In June 2015, Ms C applied to the commission for stop bullying orders against two people connected with an organisation she volunteered for; namely, its chairperson and its lawyer. 

The application was dismissed in September of that year, following which the organisation applied for costs against Ms C. It claimed she made the application either vexatiously or without reasonable cause and without reasonable prospects of success.

Ms C was accused of making the application to distract from the organisation’s investigation into its board of directors (Ms C included) and to limit the services rendered by its lawyer.

A matter of discretion for the Commission


Senior deputy president Hamberger noted that under s611 of the Fair Work Act 2009, each party bears its own costs in proceedings but that subsections (2) (a) and (b) empowers the commission to order an applicant to bear some or all of the other party’s costs if the application was made vexatiously or without reasonable cause, or without reasonable prospects of success.  

However, SDP Hamberger also noted that even if one of these subsections is satisfied, the commission is not obliged to order costs. He added: “It is a discretionary decision. The power to award costs... is to be exercised with caution and only in a clear case.” 

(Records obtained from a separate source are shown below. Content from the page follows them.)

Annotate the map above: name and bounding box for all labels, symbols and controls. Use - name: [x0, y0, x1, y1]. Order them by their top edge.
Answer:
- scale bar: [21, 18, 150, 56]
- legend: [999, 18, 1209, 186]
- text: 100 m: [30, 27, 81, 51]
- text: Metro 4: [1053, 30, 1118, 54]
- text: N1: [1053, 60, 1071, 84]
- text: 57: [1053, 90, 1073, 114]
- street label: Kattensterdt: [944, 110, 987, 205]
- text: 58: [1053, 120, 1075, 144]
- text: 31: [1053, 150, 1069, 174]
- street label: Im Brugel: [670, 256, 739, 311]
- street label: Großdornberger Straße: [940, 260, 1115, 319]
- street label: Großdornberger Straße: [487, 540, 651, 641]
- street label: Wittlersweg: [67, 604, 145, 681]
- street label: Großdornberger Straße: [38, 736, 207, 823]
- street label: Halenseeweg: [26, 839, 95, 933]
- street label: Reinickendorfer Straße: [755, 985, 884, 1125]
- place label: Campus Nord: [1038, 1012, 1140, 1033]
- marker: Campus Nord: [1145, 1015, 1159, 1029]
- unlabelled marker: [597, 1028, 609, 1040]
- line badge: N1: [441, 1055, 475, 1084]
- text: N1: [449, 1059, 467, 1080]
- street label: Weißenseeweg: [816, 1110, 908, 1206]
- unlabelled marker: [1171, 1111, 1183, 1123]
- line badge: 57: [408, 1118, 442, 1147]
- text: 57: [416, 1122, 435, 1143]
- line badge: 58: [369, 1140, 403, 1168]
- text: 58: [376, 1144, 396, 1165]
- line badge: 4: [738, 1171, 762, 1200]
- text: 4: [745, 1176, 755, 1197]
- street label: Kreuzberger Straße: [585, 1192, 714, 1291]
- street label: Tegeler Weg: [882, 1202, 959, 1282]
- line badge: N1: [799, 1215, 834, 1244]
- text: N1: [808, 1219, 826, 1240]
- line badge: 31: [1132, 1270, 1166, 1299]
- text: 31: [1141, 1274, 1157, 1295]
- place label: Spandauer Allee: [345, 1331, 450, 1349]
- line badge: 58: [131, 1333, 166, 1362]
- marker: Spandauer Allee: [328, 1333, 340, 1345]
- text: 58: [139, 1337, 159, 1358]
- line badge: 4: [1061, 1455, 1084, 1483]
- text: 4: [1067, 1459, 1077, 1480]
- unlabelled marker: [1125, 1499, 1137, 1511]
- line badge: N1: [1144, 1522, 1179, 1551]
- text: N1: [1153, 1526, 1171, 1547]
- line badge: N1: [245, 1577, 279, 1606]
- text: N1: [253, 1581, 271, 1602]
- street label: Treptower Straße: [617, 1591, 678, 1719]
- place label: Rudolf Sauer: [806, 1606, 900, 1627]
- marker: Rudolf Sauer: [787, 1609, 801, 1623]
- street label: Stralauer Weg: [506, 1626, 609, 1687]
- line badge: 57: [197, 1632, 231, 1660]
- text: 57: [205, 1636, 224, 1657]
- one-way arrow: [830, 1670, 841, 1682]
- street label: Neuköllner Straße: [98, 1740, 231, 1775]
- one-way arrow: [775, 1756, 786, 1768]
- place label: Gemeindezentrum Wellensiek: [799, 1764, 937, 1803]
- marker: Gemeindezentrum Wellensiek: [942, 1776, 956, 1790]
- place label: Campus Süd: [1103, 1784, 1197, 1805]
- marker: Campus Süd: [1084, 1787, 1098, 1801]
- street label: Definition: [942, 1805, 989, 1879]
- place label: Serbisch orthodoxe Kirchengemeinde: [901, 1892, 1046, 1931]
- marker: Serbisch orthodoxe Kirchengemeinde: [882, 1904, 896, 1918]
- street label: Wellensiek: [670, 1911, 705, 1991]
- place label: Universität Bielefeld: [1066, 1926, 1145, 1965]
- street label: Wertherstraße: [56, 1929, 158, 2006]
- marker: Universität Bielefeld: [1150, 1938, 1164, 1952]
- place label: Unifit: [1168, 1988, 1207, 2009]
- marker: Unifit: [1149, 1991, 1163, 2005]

He rejected the submission that Ms C’s application had been vexatiously or without reasonable cause, and found no evidence to suggest Ms C did not genuinely feel she was being bullied.

Bullying definition is not in plain English


SDP rejected a further submission that it should have been apparent to Ms C her application had no reasonable prospect of success because only one instance of bullying behaviour was alleged against the organisation’s lawyer.

He explained: 

“[While] the legislative definition of ‘bullied at work’ requires the alleged bully to have repeatedly behaved unreasonably towards the applicant... The anti-bullying jurisdiction is still relatively new and the Act’s definition of ‘bullied at work’ is not a plain-English one.

"Further, even on the limited information Ms [C] has furnished, she identifies the elements of an arguable case against [the] chairperson.”

SDP Hamberger concluded he had no jurisdiction to order costs. He added that if s611(2) had been satisfied, he would as a matter of discretion declined to order costs. Ms C was self-represented, meaning she could not have been expected to appreciate the technical ground on which her claim against the lawyer failed, and there were difficulties arising from the fact her memory was impaired by a brain aneurysm. 

W C v Durri Aboriginal Corporation Medical Service [2015] FWC 8618 (15 December 2015)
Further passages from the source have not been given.